+++ Given data

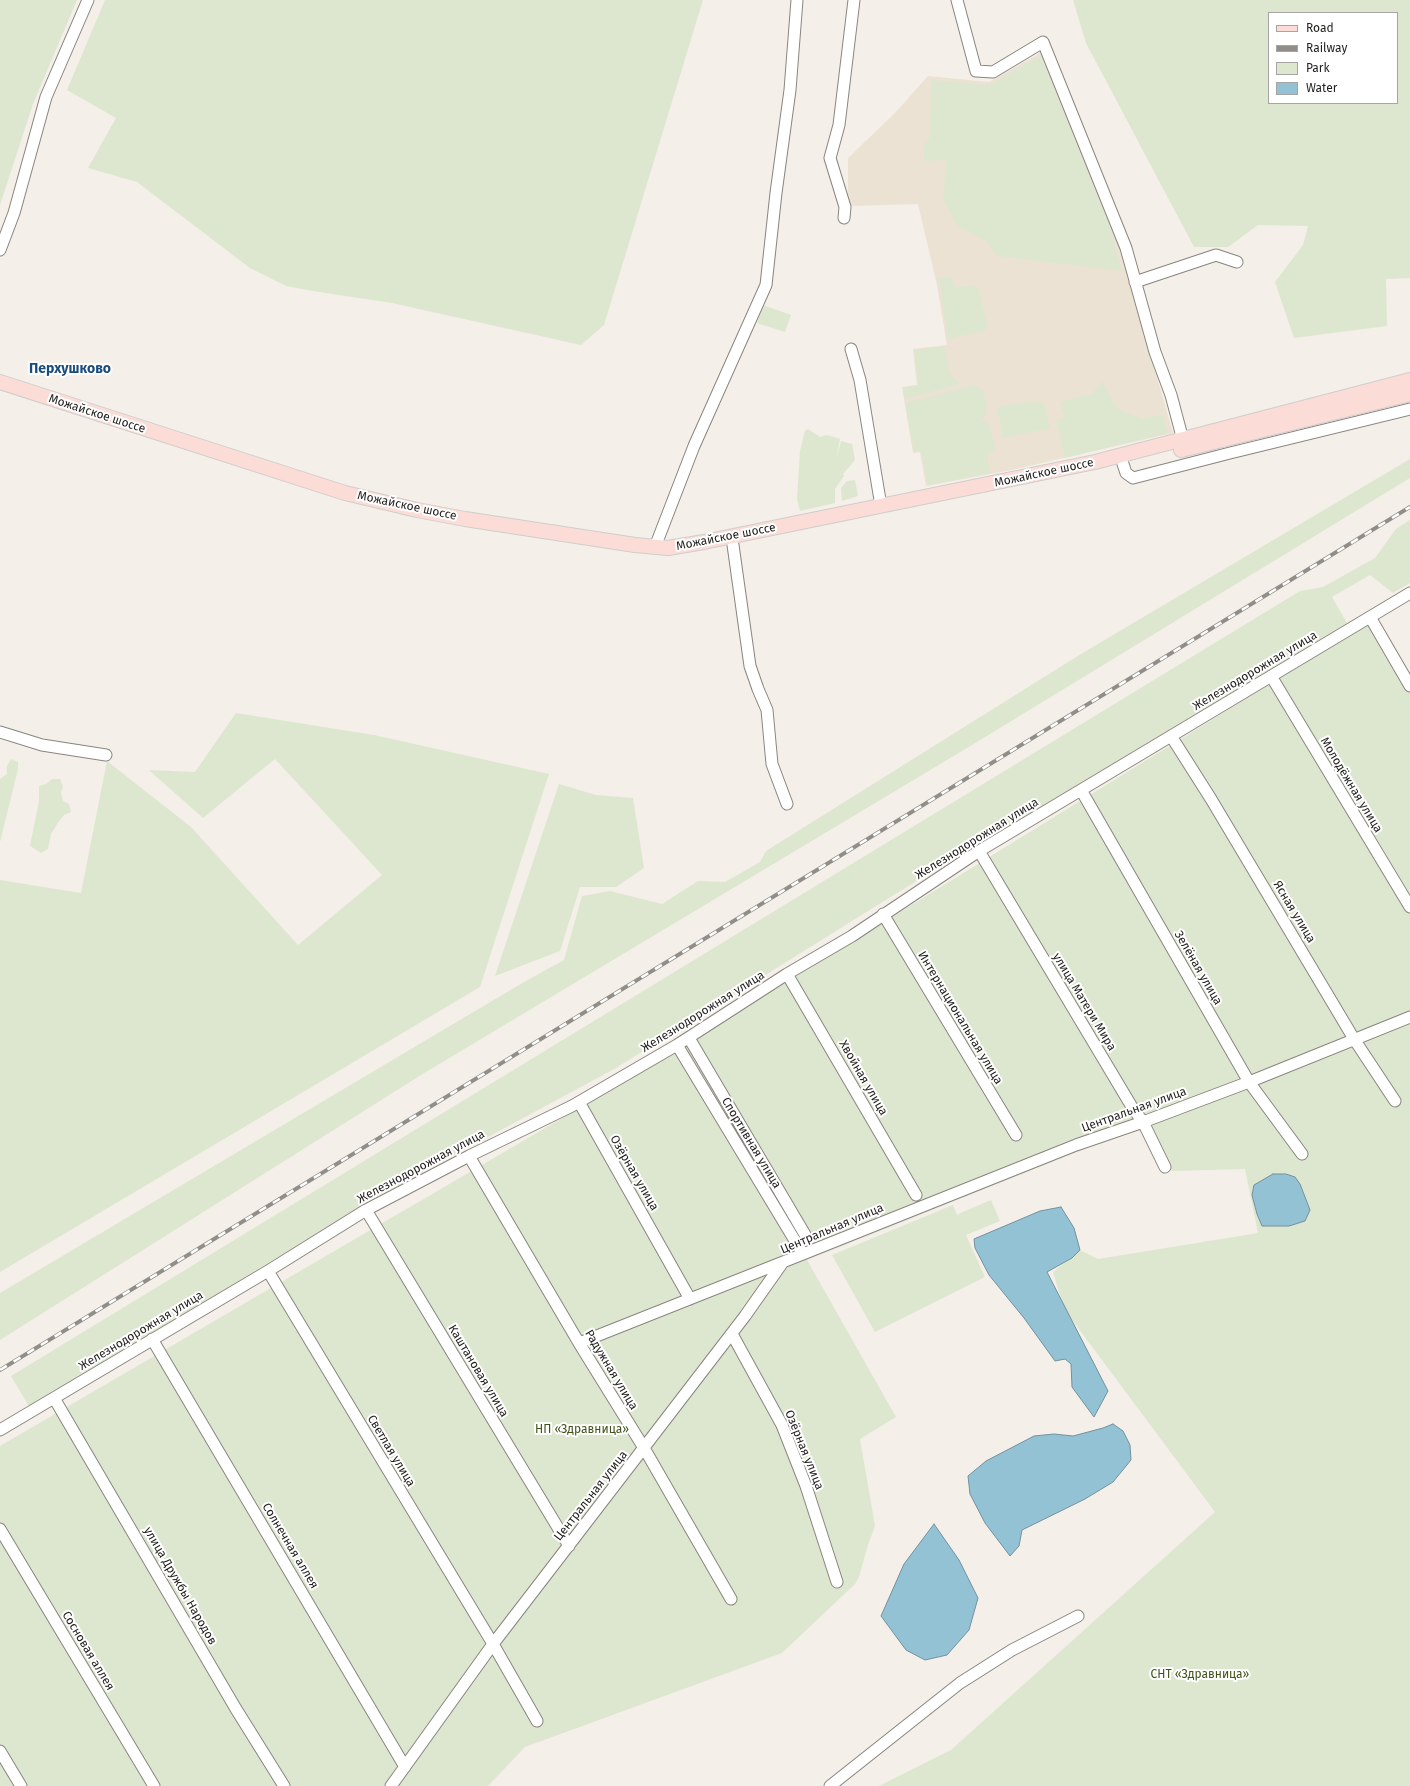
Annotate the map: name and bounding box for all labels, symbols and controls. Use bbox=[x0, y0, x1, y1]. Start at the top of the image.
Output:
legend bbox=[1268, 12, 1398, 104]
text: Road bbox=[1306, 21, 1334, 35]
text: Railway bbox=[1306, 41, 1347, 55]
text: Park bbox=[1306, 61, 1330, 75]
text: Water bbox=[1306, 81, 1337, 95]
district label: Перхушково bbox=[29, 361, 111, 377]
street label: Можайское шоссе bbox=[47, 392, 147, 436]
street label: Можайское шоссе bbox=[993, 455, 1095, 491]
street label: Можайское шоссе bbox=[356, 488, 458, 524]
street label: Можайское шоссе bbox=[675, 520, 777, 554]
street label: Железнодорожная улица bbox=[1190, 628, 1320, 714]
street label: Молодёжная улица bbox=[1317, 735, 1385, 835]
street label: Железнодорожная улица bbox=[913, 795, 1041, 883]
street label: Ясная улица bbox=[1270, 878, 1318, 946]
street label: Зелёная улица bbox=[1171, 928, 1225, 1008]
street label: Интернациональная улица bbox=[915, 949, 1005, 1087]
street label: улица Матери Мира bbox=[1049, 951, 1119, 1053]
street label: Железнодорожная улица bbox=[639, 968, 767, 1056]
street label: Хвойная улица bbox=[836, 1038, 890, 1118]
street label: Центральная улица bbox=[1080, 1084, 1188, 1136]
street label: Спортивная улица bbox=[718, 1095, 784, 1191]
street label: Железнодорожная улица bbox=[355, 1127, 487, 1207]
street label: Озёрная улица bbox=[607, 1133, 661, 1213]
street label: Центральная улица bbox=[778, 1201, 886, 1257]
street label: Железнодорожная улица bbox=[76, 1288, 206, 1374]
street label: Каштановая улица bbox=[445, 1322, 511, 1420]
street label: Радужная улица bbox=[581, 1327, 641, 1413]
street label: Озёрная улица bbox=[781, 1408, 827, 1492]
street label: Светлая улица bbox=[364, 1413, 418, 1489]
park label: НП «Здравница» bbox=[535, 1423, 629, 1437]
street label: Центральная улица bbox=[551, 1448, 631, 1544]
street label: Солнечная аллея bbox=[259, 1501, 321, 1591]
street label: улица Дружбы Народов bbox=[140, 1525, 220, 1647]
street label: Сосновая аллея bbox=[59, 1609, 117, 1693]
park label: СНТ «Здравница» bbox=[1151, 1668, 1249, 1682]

++++++

Aim of the exercise: Check each line above for the string "Железнодорожная" and copy the ones that have it.

Result for this exercise:
street label: Железнодорожная улица bbox=[1190, 628, 1320, 714]
street label: Железнодорожная улица bbox=[913, 795, 1041, 883]
street label: Железнодорожная улица bbox=[639, 968, 767, 1056]
street label: Железнодорожная улица bbox=[355, 1127, 487, 1207]
street label: Железнодорожная улица bbox=[76, 1288, 206, 1374]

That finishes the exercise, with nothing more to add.